Durant le maccarthysme, Pete Seeger est poursuivi en justice pour avoir refusé de témoigner devant le Congrès au sujet de son appartenance, depuis 1940, au Parti communiste. Il est condamné à un an mais sa peine est annulée en appel.

Il entreprend ensuite une carrière solo à travers les Etats-Unis, devenant une icône sur les campus où, dans les années 60, les jeunes générations se réapproprient la folk-song. Il se lie d'amitié avec Martin Luther King.

En 1965, au Festival de Newport (Rhode Island, nord-est), dont il fut l'un des fondateurs, il est furieux de voir Bob Dylan brancher sa guitare sur un amplificateur pour interpréter "Like a rolling stone", prenant ainsi son tournant rock sous les huées des amateurs de folk. En 1969, il contribue à construire un voilier appelé "The Clearwater" afin de servir comme "école flottante" en faveur du nettoyage des eaux de l'Hudson.
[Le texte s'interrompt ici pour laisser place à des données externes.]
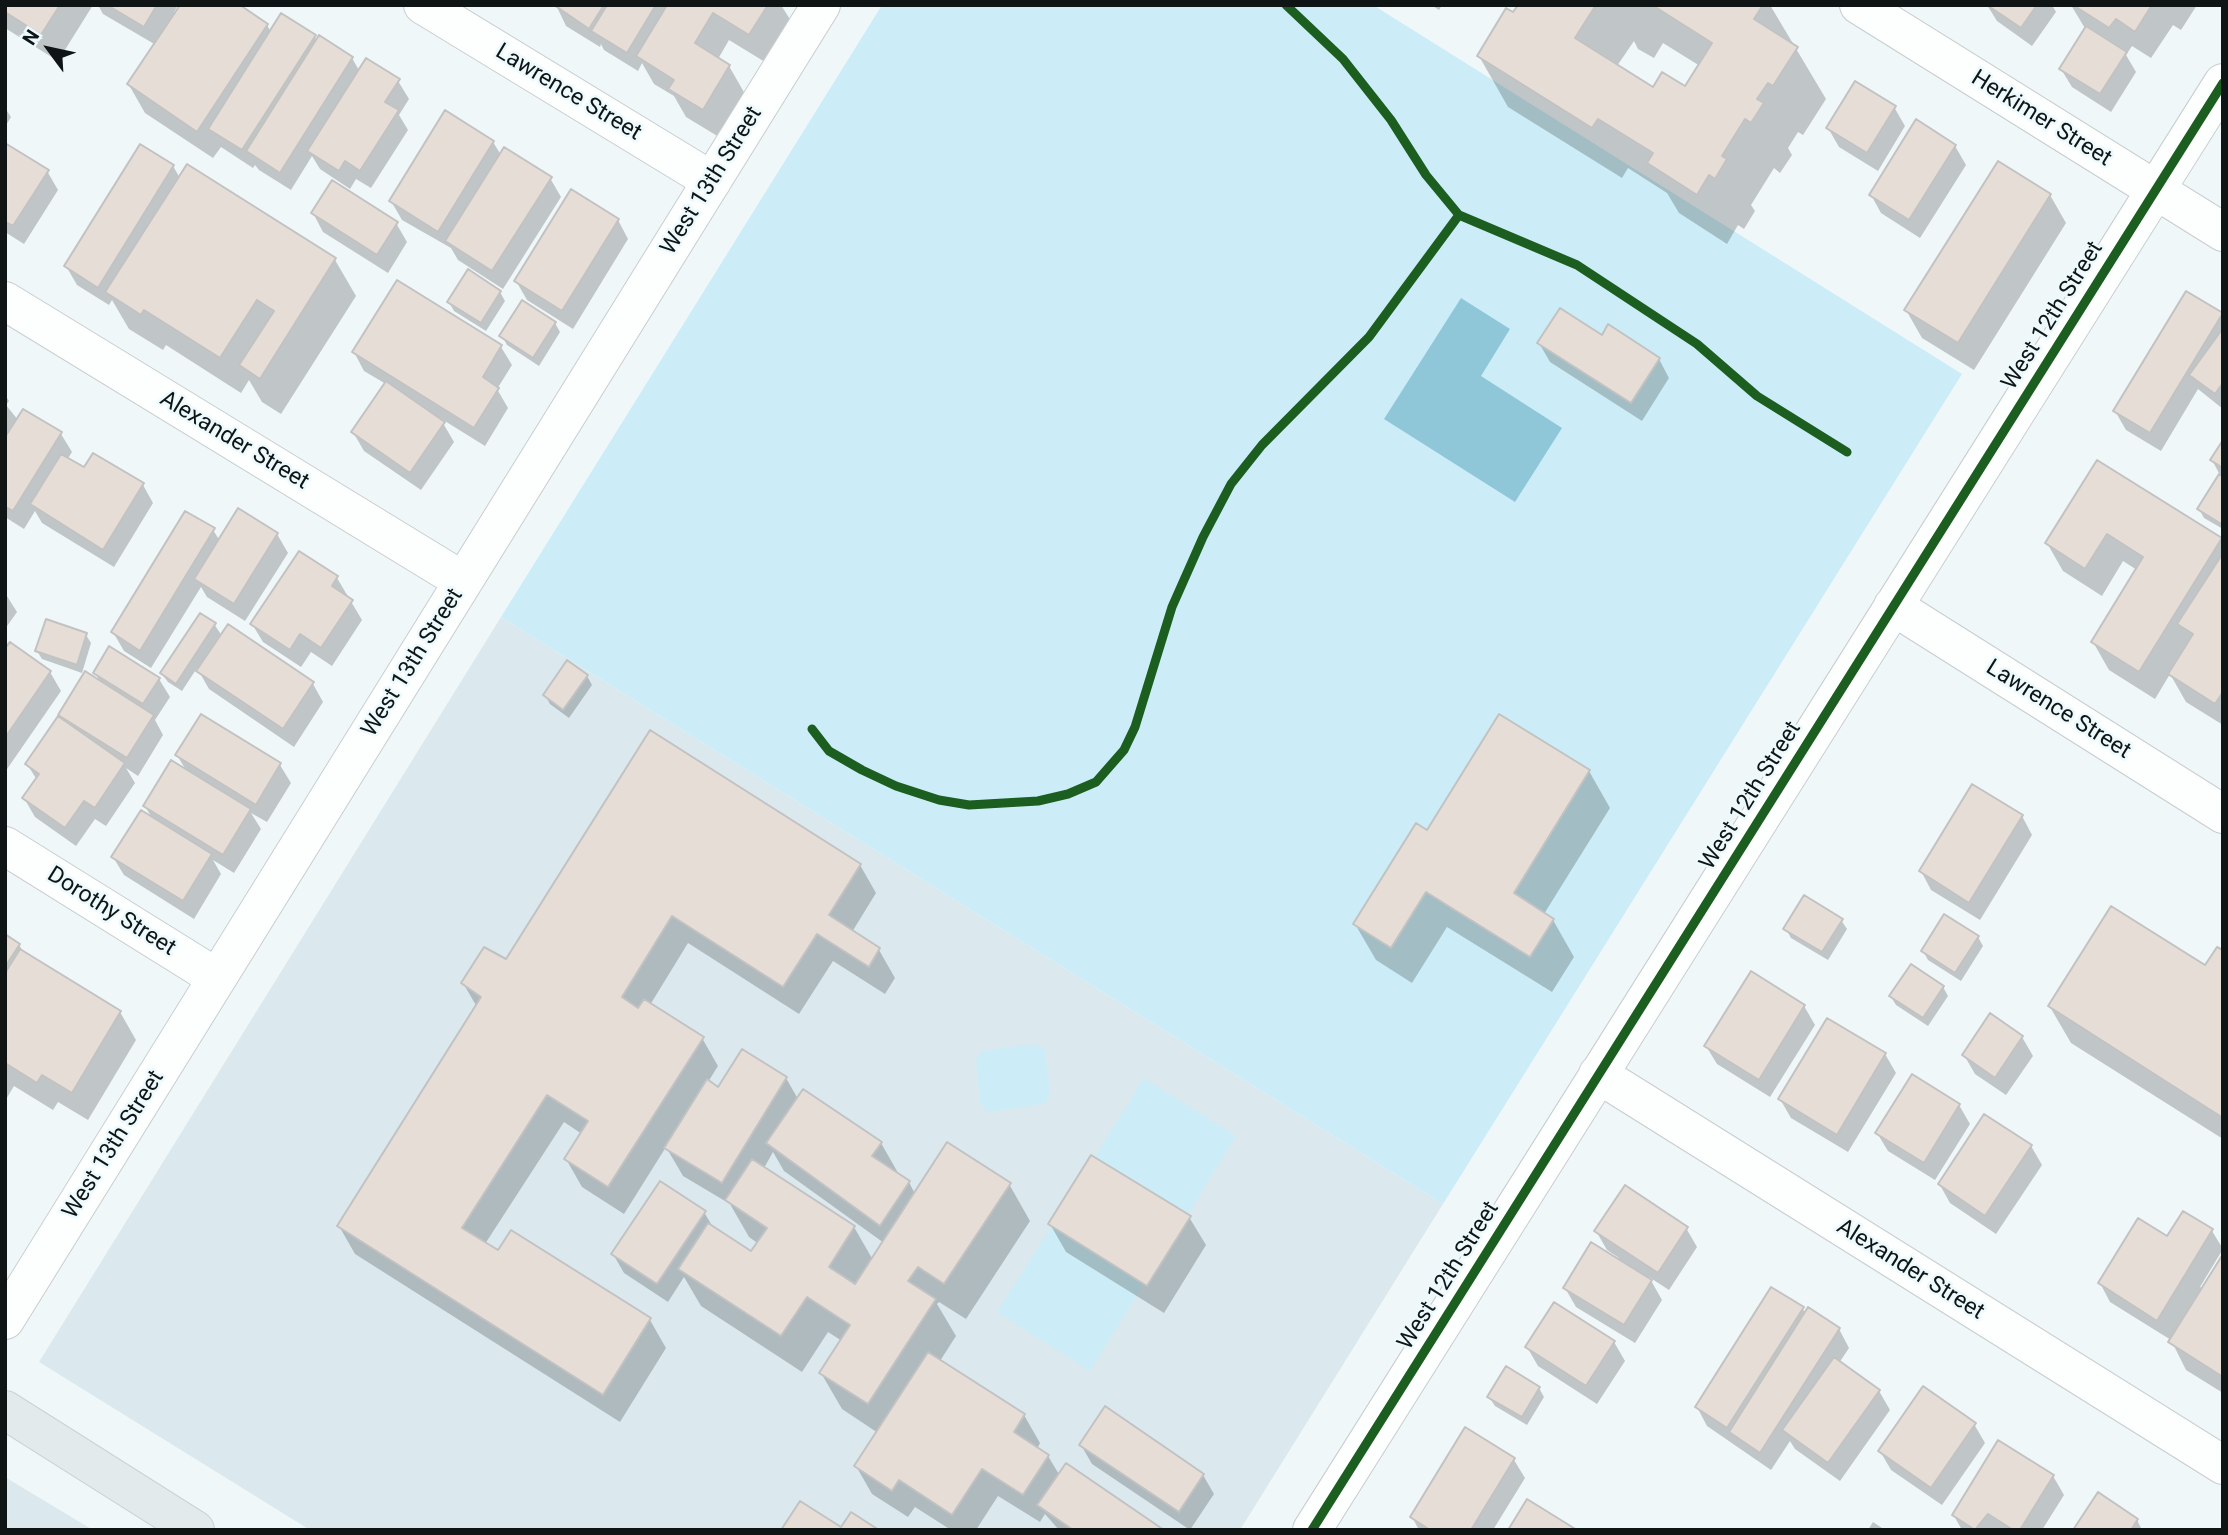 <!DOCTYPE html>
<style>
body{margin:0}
#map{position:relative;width:2228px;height:1535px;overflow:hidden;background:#f0f7f9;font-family:Roboto,sans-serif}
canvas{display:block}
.frame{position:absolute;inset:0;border:7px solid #0f1415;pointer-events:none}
.north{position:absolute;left:14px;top:14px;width:70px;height:70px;-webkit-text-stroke:5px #ecf9fd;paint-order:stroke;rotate:303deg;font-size:19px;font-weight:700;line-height:28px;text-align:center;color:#0f1415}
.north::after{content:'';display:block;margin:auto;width:24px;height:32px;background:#0f1415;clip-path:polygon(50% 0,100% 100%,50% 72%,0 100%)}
</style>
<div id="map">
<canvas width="2228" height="1535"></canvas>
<div class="frame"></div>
<div class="north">N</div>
</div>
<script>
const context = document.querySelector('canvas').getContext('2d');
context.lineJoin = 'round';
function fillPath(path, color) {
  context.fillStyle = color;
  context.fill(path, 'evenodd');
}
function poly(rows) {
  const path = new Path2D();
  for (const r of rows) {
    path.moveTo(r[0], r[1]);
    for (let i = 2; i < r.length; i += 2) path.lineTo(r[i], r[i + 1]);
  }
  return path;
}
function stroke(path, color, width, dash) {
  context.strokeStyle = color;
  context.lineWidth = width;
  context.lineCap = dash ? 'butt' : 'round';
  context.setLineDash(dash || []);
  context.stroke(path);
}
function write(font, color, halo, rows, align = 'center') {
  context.font = font + ' Roboto,sans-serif';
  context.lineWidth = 5;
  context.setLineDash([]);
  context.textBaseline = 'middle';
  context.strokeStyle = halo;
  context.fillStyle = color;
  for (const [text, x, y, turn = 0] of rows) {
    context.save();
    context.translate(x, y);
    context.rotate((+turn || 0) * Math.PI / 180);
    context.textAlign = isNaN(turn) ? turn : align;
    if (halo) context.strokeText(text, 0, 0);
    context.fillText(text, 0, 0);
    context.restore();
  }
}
fillPath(poly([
 [501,617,1443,1204,1240,1530,310,1530,39,1362],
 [5,1477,93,1530,5,1530]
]), '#dbe9ee');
fillPath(poly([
 [882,5,1373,5,1962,374,1443,1204,501,617],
 [1035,1044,1045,1049,1050,1095,1044,1104,987,1112,980,1102,976,1059,982,1051],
 [1144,1078,1236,1136,1188,1214,1095,1157],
 [1052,1226,1144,1284,1090,1371,997,1312]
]), '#ccedf7');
fillPath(poly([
 [1461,298,1510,329,1481,376,1562,428,1515,502,1384,419]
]), '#8fc7d9');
fillPath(poly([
 [5,5,93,5,58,61,5,28],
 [98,5,178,5,174,12,176,13,267,25,271,32,314,36,317,41,352,58,360,72,398,81,409,99,399,115,408,130,371,188,356,179,350,189,320,169,312,156,291,190,259,170,255,165,253,168,221,147,213,158,145,113,129,85,156,45,103,14],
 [556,5,781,5,791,21,765,62,729,40,718,59,729,66,745,94,719,137,686,117,674,96,654,84,642,63,638,71,604,50,601,44,600,47,566,26],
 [1431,5,1442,5,1439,10],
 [1520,5,1770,5,1826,99,1803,135,1798,132,1788,148,1792,155,1780,173,1774,168,1751,205,1755,211,1744,229,1738,225,1727,244,1679,213,1667,193,1628,168,1622,178,1508,107,1479,56],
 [1634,41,1638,49,1654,58,1663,43,1700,66,1686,88,1654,89,1617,66],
 [1987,5,2052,5,2056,12,2032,46,1997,21],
 [2071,5,2197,5,2181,30,2173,25,2151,58,2132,46,2126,55,2136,72,2111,112,2072,87,2061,69,2086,30],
 [1894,107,1905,126,1878,171,1839,147,1828,128],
 [5,108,11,117,5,127],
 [493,142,501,155,550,178,561,197,503,289,458,260,451,248,402,220,391,201],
 [5,145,47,171,58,190,24,244,5,232],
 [1955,146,1966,165,1920,238,1881,213,1871,195],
 [173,166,180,178,188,166,335,260,356,296,281,414,262,402,249,380,241,393,166,345,163,350,129,329,112,300,109,305,77,285,66,266],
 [2050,195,2066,223,1974,370,1922,338,1906,310],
 [313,213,396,223,407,242,388,273,323,232],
 [618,220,628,239,573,329,527,300,516,281],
 [397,283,501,347,512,365,497,389,508,408,485,446,440,418,454,442,421,490,364,451,353,432,386,384,364,371,354,352],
 [500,292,505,301,486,331,454,311,449,302],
 [2221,314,2223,409,2198,389,2161,451,2126,430,2115,411],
 [555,323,560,332,539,366,507,345,502,336],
 [1603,337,1659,359,1669,378,1642,421,1550,362,1539,343],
 [5,395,9,401,6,405,18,420,24,411,61,434,72,452,67,460,84,470,143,485,153,503,114,567,42,523,35,511,24,529,5,517],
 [2223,443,2223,529,2204,518,2199,509,2220,475,2212,460],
 [2097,462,2223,543,2223,725,2186,702,2170,674,2155,699,2109,670,2093,642,2137,570,2123,561,2102,596,2063,571,2047,543],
 [213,530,220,541,277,534,288,553,245,621,207,597,201,587,151,668,124,651,113,632],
 [337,578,362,620,332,666,311,652,301,667,263,642,252,624],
 [5,593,17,612,5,629],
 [214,624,222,636,313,684,323,702,294,747,209,689,197,668,182,691,168,682,162,674],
 [86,635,91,643,82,673,42,659,37,651],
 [10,644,50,672,61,691,5,772,5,651],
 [95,673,159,679,170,697,155,720,163,735,138,776,126,768,135,783,106,826,95,819,76,846,35,817,24,798,37,780,27,764,65,723,60,715,101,683],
 [587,676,592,685,569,718,550,704,545,695],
 [201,716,280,765,291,783,267,822,251,813,261,829,234,873,213,860,221,874,194,919,124,875,113,857,153,820,145,806,187,772,177,755],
 [651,732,860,865,876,893,852,932,879,950,895,978,885,994,833,961,799,1014,688,943,650,1005,702,1038,718,1066,708,1082,719,1089,786,1078,798,1099,881,1143,897,1171,895,1173,909,1182,915,1194,1009,1184,1030,1221,966,1319,939,1302,937,1304,956,1336,940,1361,1024,1415,1040,1443,1037,1449,1048,1456,1060,1476,1161,1530,1059,1530,1045,1514,1040,1522,998,1496,976,1530,951,1530,915,1507,908,1517,872,1494,856,1466,878,1433,842,1409,821,1373,842,1341,828,1332,802,1372,701,1306,684,1277,668,1302,624,1273,613,1254,704,1212,714,1229,752,1254,759,1244,749,1237,730,1204,683,1176,666,1147,624,1214,582,1187,566,1159,582,1134,564,1122,485,1244,650,1320,666,1348,620,1422,355,1254,339,1226,477,1007,463,983,506,962],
 [773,1152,784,1171,884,1243,873,1260,854,1227,764,1168],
 [1589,771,1610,808,1544,914,1553,920,1574,957,1552,992,1447,927,1412,983,1376,960,1355,924,1427,832],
 [2022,816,2032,835,1980,920,1931,890,1921,871],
 [1841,920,1847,929,1828,960,1791,938,1786,929],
 [5,936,19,945,24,953,120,1012,136,1040,88,1120,58,1102,53,1110,14,1086,5,1101],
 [1978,937,1983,946,1961,981,1928,960,1923,951],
 [2223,953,2223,1139,2071,1043,2050,1007,2206,967],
 [1943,987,1948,996,1928,1026,1896,1005,1891,997],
 [1804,1006,1815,1025,1770,1097,1717,1064,1706,1046],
 [1991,1016,2022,1037,2033,1056,2006,1095,1975,1074,1964,1055],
 [1885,1054,1896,1073,1848,1152,1791,1118,1780,1099],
 [1959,1105,1970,1124,1935,1180,1888,1151,1877,1133],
 [2031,1146,2042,1165,1996,1234,1950,1203,1940,1185],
 [2184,1213,2212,1231,2223,1249,2200,1287,2203,1289,2223,1257,2223,1393,2186,1370,2171,1340,2110,1302,2100,1283,2168,1239],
 [1189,1217,1206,1245,1164,1313,1066,1252,1050,1224],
 [1686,1228,1697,1247,1669,1290,1649,1277,1662,1300,1635,1343,1576,1307,1565,1288,1619,1258,1607,1250,1596,1231],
 [1802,1308,1806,1314,1839,1329,1849,1348,1839,1363,1879,1391,1890,1410,1840,1481,1795,1449,1790,1441,1771,1470,1707,1426,1697,1407],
 [1614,1342,1625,1361,1597,1404,1538,1366,1527,1347],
 [1539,1388,1544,1397,1527,1425,1495,1406,1489,1397],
 [1974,1424,1985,1443,1942,1505,1891,1470,1880,1451],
 [1466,1430,1514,1460,1525,1478,1493,1530,1419,1530,1412,1517],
 [1081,1445,1203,1475,1214,1494,1190,1530,1092,1464],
 [2053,1476,2064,1495,2042,1530,1962,1530,1954,1516],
 [2137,1520,2142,1530,2075,1530],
 [1873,1522,1885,1530,1868,1530]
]), '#0003');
const building = poly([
 [5,5,60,5,41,35,5,12,5,5],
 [107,5,157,5,144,27,107,5],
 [180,5,240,5,268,24,197,132,127,84,180,5],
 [554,5,604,5,589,29,554,5],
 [607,5,656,5,627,53,591,31,607,5],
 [667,5,768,5,749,35,713,13,695,43,730,65,703,110,668,89,674,80,636,56,667,5],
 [1518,5,1596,5,1575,38,1653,87,1662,72,1685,86,1712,43,1652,5,1763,5,1754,19,1798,47,1773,86,1768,83,1757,99,1764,103,1751,123,1745,119,1722,156,1727,159,1715,179,1709,175,1697,195,1647,163,1653,153,1598,119,1592,128,1477,56,1506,8,1513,12,1518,5],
 [1987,5,2037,5,2021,28,1987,5],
 [2073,5,2152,5,2135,32,2116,19,2109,28,2073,5],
 [281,13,316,35,242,150,208,129,281,13],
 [2086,26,2127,52,2100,94,2059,69,2086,26],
 [319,35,353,57,280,173,246,151,319,35],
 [366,58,400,79,385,102,399,110,360,171,345,161,339,171,307,151,366,58],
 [1855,81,1896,106,1867,153,1826,128,1855,81],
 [445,110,494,141,438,232,389,201,445,110],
 [1916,119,1956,145,1909,220,1869,195,1916,119],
 [5,143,49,170,13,226,5,222,5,143],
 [140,144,174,165,98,288,64,266,140,144],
 [504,147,552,177,492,271,445,241,504,147],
 [1998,161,2051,194,1958,343,1904,310,1998,161],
 [187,164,336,258,260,379,239,365,274,311,257,300,220,358,144,310,141,315,105,292,187,164],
 [332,180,398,222,377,255,311,213,332,180],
 [571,189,619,219,562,311,514,281,571,189],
 [468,269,501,291,481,323,447,302,468,269],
 [397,280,502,345,483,377,499,388,474,428,352,352,397,280],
 [2186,291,2223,313,2150,433,2113,411,2186,291],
 [522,300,556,322,533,358,499,336,522,300],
 [1560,308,1602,335,1608,324,1660,358,1631,403,1537,343,1560,308],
 [2223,328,2223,383,2215,394,2189,375,2223,328],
 [386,381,445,422,410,473,351,432,386,381],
 [23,409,62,432,13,511,5,507,5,437,23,409],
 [2223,440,2223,468,2210,460,2223,440],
 [93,453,144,483,103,550,30,504,61,454,84,467,93,453],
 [2097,460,2222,538,2139,672,2091,642,2143,557,2107,534,2085,569,2045,543,2097,460],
 [2219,474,2223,477,2223,525,2197,509,2219,474],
 [238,508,278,533,234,604,194,579,238,508],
 [185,511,215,528,140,651,111,632,185,511],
 [299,551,338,576,332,586,353,600,321,648,300,634,290,650,250,624,299,551],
 [2223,553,2223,692,2215,704,2168,674,2193,634,2177,624,2223,553],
 [200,613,216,623,176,684,160,673,200,613],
 [46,619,87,633,77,665,35,651,46,619],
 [228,624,314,682,283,729,196,671,228,624],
 [10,642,51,671,5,738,5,648,10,642],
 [109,646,160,678,143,704,93,673,109,646],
 [567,660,588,675,563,710,543,695,567,660],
 [85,671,154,715,127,758,58,715,85,671],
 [201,714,281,763,256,805,175,755,201,714],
 [1499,714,1590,770,1514,893,1554,919,1530,957,1426,892,1391,948,1353,924,1416,823,1427,830,1499,714],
 [58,716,125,763,95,808,84,801,65,828,22,798,39,774,25,764,58,716],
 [650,730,861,864,829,915,880,948,869,967,817,934,783,987,672,916,622,997,638,1008,644,999,704,1037,608,1187,564,1159,588,1121,547,1095,462,1228,498,1250,511,1230,651,1318,603,1395,337,1226,481,997,461,983,484,947,506,959,650,730],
 [171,760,251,809,223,855,143,806,171,760],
 [1972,784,2023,815,1969,903,1919,871,1972,784],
 [141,810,212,854,183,901,111,857,141,810],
 [1804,895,1843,919,1822,952,1783,929,1804,895],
 [2111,906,2205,965,2217,947,2223,950,2223,1118,2048,1006,2111,906],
 [1944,914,1979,936,1955,973,1921,951,1944,914],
 [5,934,20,944,5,967,5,934],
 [20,949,121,1011,72,1093,42,1075,37,1083,5,1063,5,973,20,949],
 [1911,964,1944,986,1923,1018,1889,996,1911,964],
 [1751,971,1805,1005,1759,1080,1704,1046,1751,971],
 [1990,1013,2023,1036,1995,1078,1962,1055,1990,1013],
 [1827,1018,1886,1053,1837,1135,1778,1099,1827,1018],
 [742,1049,787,1077,722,1183,664,1148,707,1079,718,1087,742,1049],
 [1912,1074,1960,1104,1924,1163,1875,1133,1912,1074],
 [803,1089,882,1142,872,1156,910,1181,880,1226,766,1143,803,1089],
 [1984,1114,2032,1145,1985,1216,1938,1184,1984,1114],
 [947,1142,1011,1183,944,1284,918,1267,908,1281,936,1299,868,1404,819,1373,850,1325,807,1297,781,1336,678,1269,708,1223,751,1251,767,1228,725,1200,752,1159,855,1226,829,1267,855,1284,947,1142],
 [1091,1155,1191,1216,1147,1286,1048,1224,1091,1155],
 [660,1181,706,1211,657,1284,611,1254,660,1181],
 [1625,1185,1688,1227,1658,1273,1594,1231,1625,1185],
 [2183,1211,2213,1229,2157,1321,2098,1283,2138,1218,2167,1236,2183,1211],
 [1591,1242,1652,1280,1624,1325,1563,1288,1591,1242],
 [2223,1254,2223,1377,2168,1342,2223,1254],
 [1771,1287,1804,1307,1727,1428,1695,1407,1771,1287],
 [1554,1302,1615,1341,1586,1386,1525,1347,1554,1302],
 [1808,1307,1840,1328,1760,1453,1729,1432,1808,1307],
 [928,1352,1025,1414,1014,1432,1049,1455,1023,1495,982,1469,952,1515,899,1480,892,1491,854,1466,928,1352],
 [1834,1357,1880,1390,1828,1463,1782,1430,1834,1357],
 [1506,1366,1540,1387,1522,1417,1487,1397,1506,1366],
 [1923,1386,1976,1423,1931,1488,1878,1451,1923,1386],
 [1105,1406,1204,1474,1179,1512,1079,1445,1105,1406],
 [1465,1427,1515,1458,1471,1530,1430,1530,1410,1517,1465,1427],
 [1998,1440,2054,1475,2020,1530,2013,1530,1988,1514,1975,1530,1952,1515,1998,1440],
 [1066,1463,1164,1530,1073,1530,1037,1505,1066,1463],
 [2098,1492,2138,1519,2131,1530,2073,1530,2098,1492],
 [1527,1499,1577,1530,1508,1530,1527,1499],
 [800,1501,841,1527,851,1512,879,1530,781,1530,800,1501]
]);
fillPath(building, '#e5ddd6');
stroke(building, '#c1c2c1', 2);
const minor = poly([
 [423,5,712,181],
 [1859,5,2223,232],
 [5,301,463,581],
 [1893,606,2223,814],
 [5,846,217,978],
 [1598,1074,2223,1465],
 [5,1320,821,5],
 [1312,1530,2223,83]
]);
const primary = poly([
 [5,1410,195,1530]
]);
stroke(minor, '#c8cdcf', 40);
stroke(primary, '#ced1d2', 40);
stroke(minor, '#fdfefe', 38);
stroke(primary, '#e2eaec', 38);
stroke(poly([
 [1286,5,1343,59,1391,120,1426,175,1459,215,1577,265,1697,344,1757,396,1847,452],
 [812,729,829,751,862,770,896,786,939,800,969,805,1038,801,1068,794,1096,782,1124,750,1135,727,1172,607,1203,537,1231,484,1262,445,1369,337,1459,215],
 [1312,1530,2223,83]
]), '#1b5e20', 9);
write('23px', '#0f1415', '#ecf9fd', [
 ["Lawrence Street",568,93,31],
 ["Herkimer Street",2041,119,32],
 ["West 13th Street",712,181,-58],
 ["West 12th Street",2053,316,-58],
 ["Alexander Street",234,441,31],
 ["West 13th Street",413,663,-58],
 ["Lawrence Street",2058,710,32],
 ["West 12th Street",1751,796,-58],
 ["Dorothy Street",111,912,32],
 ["West 13th Street",114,1145,-58],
 ["Alexander Street",1910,1270,32],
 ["West 12th Street",1449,1276,-58]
]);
</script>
En 2009, il entonne sur scène le célèbre "This land is our land" lors du concert inaugural à Washington du premier mandat de Barack Obama.

"Les chansons ne sauveront pas la planète. Les livres et les discours non plus! Mais elles peuvent franchir les frontières". Dans d'autres interviews, le vieux gauchiste au crâne dégarni et à la barbe blanche se montrait plus optimiste et croyait dans le pouvoir des chansons et de la culture pour changer le monde.